§ What you have to do
Exact copy, pictures excluded: output the lines from the opening of the entries through the line bearing "ctx.lineJoin = 'round';".

Dataset excerpts:

▽

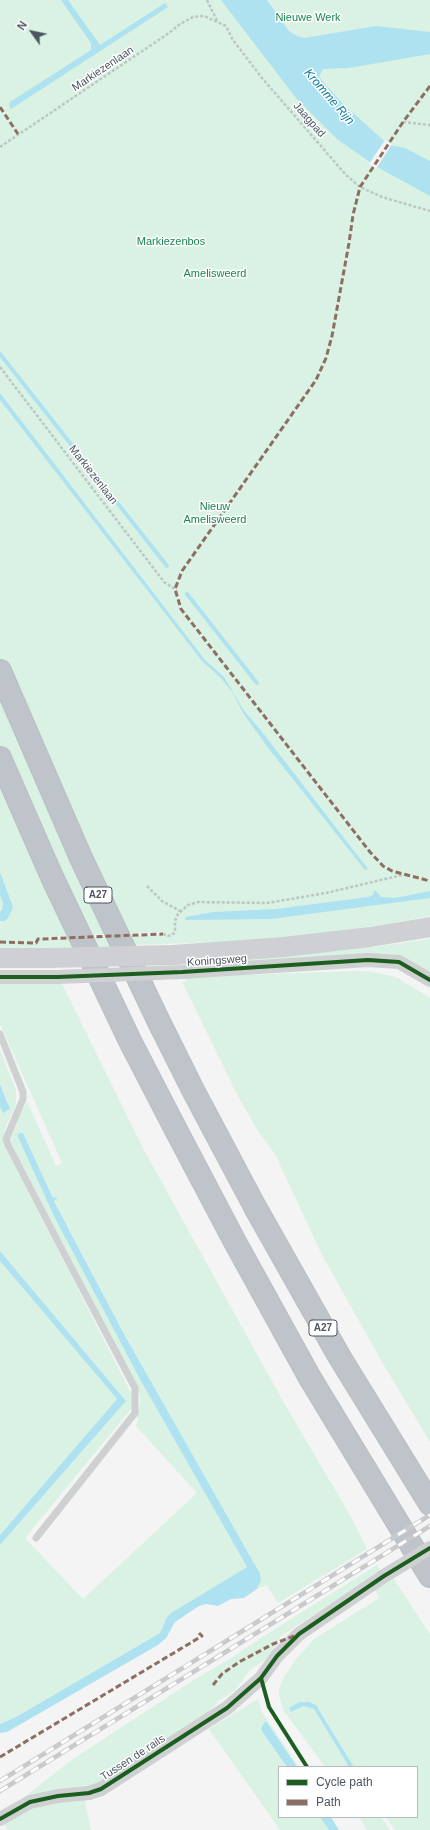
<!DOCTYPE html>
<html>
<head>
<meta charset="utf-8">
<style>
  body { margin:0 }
  #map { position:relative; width:430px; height:1830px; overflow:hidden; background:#f4f4f4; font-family:Arial,sans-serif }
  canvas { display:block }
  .legend { position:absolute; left:278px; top:1766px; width:140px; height:52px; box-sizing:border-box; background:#fff; border:1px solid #b7bbc0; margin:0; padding:5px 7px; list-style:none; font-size:12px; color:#4a5661 }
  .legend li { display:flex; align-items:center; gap:8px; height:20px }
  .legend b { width:20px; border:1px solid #b7bbc0 }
  .north { position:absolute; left:12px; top:12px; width:40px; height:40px; -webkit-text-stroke:3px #fff; paint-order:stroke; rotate:303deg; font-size:11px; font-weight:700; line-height:16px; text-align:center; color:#4a5661 }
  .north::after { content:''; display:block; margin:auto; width:14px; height:18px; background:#4a5661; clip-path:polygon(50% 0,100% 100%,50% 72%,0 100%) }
</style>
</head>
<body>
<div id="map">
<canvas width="430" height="1830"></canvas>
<ul class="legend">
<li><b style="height:5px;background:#1b5e20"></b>Cycle path</li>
<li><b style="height:5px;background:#8d6e63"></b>Path</li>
</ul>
<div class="north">N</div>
</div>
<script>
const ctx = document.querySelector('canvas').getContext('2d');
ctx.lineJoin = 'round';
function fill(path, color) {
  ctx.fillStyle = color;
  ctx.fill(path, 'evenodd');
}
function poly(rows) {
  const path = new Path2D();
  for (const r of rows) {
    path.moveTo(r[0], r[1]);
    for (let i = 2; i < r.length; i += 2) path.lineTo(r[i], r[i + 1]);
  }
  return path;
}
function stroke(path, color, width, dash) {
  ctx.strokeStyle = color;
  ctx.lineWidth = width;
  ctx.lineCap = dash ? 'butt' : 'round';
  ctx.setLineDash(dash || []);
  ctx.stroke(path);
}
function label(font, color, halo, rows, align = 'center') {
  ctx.font = font + ' Arial,sans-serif';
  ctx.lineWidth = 3;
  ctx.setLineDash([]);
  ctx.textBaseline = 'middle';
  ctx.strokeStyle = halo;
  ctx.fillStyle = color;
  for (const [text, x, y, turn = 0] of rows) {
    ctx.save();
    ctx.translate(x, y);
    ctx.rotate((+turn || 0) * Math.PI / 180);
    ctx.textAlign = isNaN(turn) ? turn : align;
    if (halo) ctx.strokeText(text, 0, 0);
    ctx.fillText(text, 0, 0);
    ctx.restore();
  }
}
fill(poly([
  [0,0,430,0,430,916,381,925,272,940,0,950],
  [163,932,163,935,43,939,41,937],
  [430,939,430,976,410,964,183,966,183,964,372,947],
  [358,971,373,972,396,977,430,998,430,1442,382,1362,321,1253,275,1154,256,1128,238,1096,182,982,187,982,184,977],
  [0,981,61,982,145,1152,284,1403,351,1517,367,1549,278,1603,266,1585,257,1589,261,1580,260,1573,124,1334,54,1200,57,1199,53,1198,23,1133,20,1133,152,1400,247,1567,171,1613,167,1617,160,1633,16,1717,0,1724,0,1545,126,1401,0,1251,0,1107,3,1113,8,1102,0,1084,0,1050,16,1090,16,1105,6,1126,3,1138,5,1147,132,1395,131,1409,25,1538,83,1599,197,1493,136,1426,138,1419,136,1417,140,1404,140,1396,137,1389,11,1143,10,1137,12,1131,27,1101,56,1166,62,1163,0,1024],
  [0,1261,117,1399,0,1535],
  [377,1565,380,1572,281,1636,270,1656,251,1669,235,1690,219,1701,207,1714,103,1781,88,1787,14,1805,73,1759,194,1680,234,1656,267,1634],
  [393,1578,430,1634,430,1830,395,1830,386,1817,417,1817,417,1767,354,1767,320,1711,309,1702,299,1702,291,1712,303,1706,314,1709,349,1767,325,1767,284,1711,279,1696,279,1688,284,1677,297,1658,314,1639,379,1598,375,1590],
  [258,1699,262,1712,299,1767,297,1767,266,1722,261,1730,287,1767,279,1767,279,1817,320,1817,329,1830,280,1830,209,1729],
  [84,1798,91,1830,8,1830,4,1823,29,1808],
  [359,1817,381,1817,390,1830,367,1830]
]), '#d9f2e3');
fill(poly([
  [61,0,68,0,100,45,165,3,168,7,11,109,9,106,10,102,91,50,91,43],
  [221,0,267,0,289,31,295,35,304,38,376,26,430,32,430,54,349,68,323,69,319,77,342,103,383,140,390,145,405,148,430,161,430,196,377,167,337,139,296,98],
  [0,393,205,660,224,677,244,711,259,728,368,869,365,870,269,749,243,713,233,693,221,678,202,661,0,400],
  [0,872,13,907,8,918,5,921,0,921,0,912,2,910,3,903,0,895],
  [375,890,381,897,395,898,430,891,430,898,271,919,185,920,186,917,213,912,276,909,368,897,373,895],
  [0,1084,10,1109,3,1113,0,1107],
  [20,1133,23,1133,53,1198,56,1197,57,1199,54,1201,124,1334,254,1563,260,1573,261,1580,257,1589,244,1598,231,1599,218,1606,206,1604,199,1606,175,1622,166,1638,158,1645,7,1732,0,1733,0,1724,16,1717,160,1633,167,1617,171,1613,247,1567,141,1381,55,1218,17,1135],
  [0,1251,126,1401,0,1545,0,1535,117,1399,0,1261],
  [299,1702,309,1702,316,1705,354,1767,349,1767,314,1709,303,1706,291,1712,289,1708],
  [266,1721,297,1767,287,1767,261,1730,262,1726],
  [320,1817,331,1817,339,1830,329,1830]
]), '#aee2f0');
fill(poly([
  [385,140,392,144,376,169,369,164]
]), '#f4f4f4');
stroke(poly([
  [0,354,167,566],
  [187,594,257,683]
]), '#aee2f0', 4);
const motorway = poly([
  [0,671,81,858,158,1020,194,1092,255,1207,339,1356,430,1504],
  [0,758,52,877,130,1041,176,1130,235,1242,310,1378,430,1576]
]);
stroke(motorway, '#b9bec3', 24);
stroke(poly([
  [207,0,217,21],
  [403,122,430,125],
  [0,147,169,33,180,24,193,17,204,16,226,26,233,40,262,78,346,175,360,187,382,197,430,211],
  [0,367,164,582,175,589],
  [147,886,162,901,180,911],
  [163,934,168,936,172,935,175,932,175,921,178,914,188,905,198,902,267,903,326,893,402,875]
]), '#bcc7c4', 2.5, [3, 2]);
stroke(poly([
  [0,1034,23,1092,23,1099,6,1139,8,1145,70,1265,135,1388,135,1413,36,1538]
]), '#ced0d2', 7);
stroke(poly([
  [182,972,368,960,399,962,430,980],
  [0,977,58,977],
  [0,1819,30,1802,58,1796,89,1793,101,1789,227,1708,261,1678,277,1656,299,1634,384,1576]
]), '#ced0d2', 14);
stroke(poly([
  [173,955,284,947,370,937,430,927],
  [0,958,49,958]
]), '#ced0d4', 20);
stroke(motorway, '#bec4c9', 22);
const rail = poly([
  [0,1781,430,1515],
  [0,1791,430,1526]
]);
stroke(rail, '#c9cacc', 4.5);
stroke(rail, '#fff', 3, [9]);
stroke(poly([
  [58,977,182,972],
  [384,1576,430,1548]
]), '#ced0d2', 14);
stroke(poly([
  [49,958,173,955]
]), '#ced0d4', 20);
stroke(poly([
  [430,86,403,122,360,187,353,215,349,243,332,336,326,358,316,380,182,571,175,589,181,609,370,852,383,866,392,871,430,881],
  [0,107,18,134],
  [0,942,36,943,38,939,40,939,163,934],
  [213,1685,222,1674,239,1662,273,1644,294,1636],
  [0,1757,202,1636,199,1633]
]), '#8d6e63', 3, [6, 3]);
stroke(poly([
  [0,977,58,977,182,972,368,960,399,962,430,980],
  [261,1678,269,1707,307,1767],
  [0,1819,30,1802,58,1796,89,1793,101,1789,227,1708,261,1678,277,1656,299,1634,384,1576,430,1548]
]), '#1b5e20', 4);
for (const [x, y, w] of [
  [98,895,28],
  [323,1328,28]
]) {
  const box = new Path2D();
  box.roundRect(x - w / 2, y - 8, w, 16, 3);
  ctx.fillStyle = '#fff';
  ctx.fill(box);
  stroke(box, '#4a5661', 1);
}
label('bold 10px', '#4a5661', null, [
  ["A27",98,895],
  ["A27",323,1328]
]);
label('11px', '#17864f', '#fff', [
  ["Nieuwe Werk",308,18],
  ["Markiezenbos",171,242],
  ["Amelisweerd",215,274],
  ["Nieuw",215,507],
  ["Amelisweerd",215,520]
]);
label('11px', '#4a5661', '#fff', [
  ["Markiezenlaan",103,69,-34],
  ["Jaagpad",309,120,49],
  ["Markiezenlaan",93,475,52],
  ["Koningsweg",217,961,-4],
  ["Tussen de rails",133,1758,-33]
]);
label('italic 12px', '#0c7c9b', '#fff', [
  ["Kromme Rijn",329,97,49]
]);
</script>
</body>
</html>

△

§ Finished exercise
<!DOCTYPE html>
<html>
<head>
<meta charset="utf-8">
<style>
  body { margin:0 }
  #map { position:relative; width:430px; height:1830px; overflow:hidden; background:#f4f4f4; font-family:Arial,sans-serif }
  canvas { display:block }
  .legend { position:absolute; left:278px; top:1766px; width:140px; height:52px; box-sizing:border-box; background:#fff; border:1px solid #b7bbc0; margin:0; padding:5px 7px; list-style:none; font-size:12px; color:#4a5661 }
  .legend li { display:flex; align-items:center; gap:8px; height:20px }
  .legend b { width:20px; border:1px solid #b7bbc0 }
  .north { position:absolute; left:12px; top:12px; width:40px; height:40px; -webkit-text-stroke:3px #fff; paint-order:stroke; rotate:303deg; font-size:11px; font-weight:700; line-height:16px; text-align:center; color:#4a5661 }
  .north::after { content:''; display:block; margin:auto; width:14px; height:18px; background:#4a5661; clip-path:polygon(50% 0,100% 100%,50% 72%,0 100%) }
</style>
</head>
<body>
<div id="map">
<canvas width="430" height="1830"></canvas>
<ul class="legend">
<li><b style="height:5px;background:#1b5e20"></b>Cycle path</li>
<li><b style="height:5px;background:#8d6e63"></b>Path</li>
</ul>
<div class="north">N</div>
</div>
<script>
const ctx = document.querySelector('canvas').getContext('2d');
ctx.lineJoin = 'round';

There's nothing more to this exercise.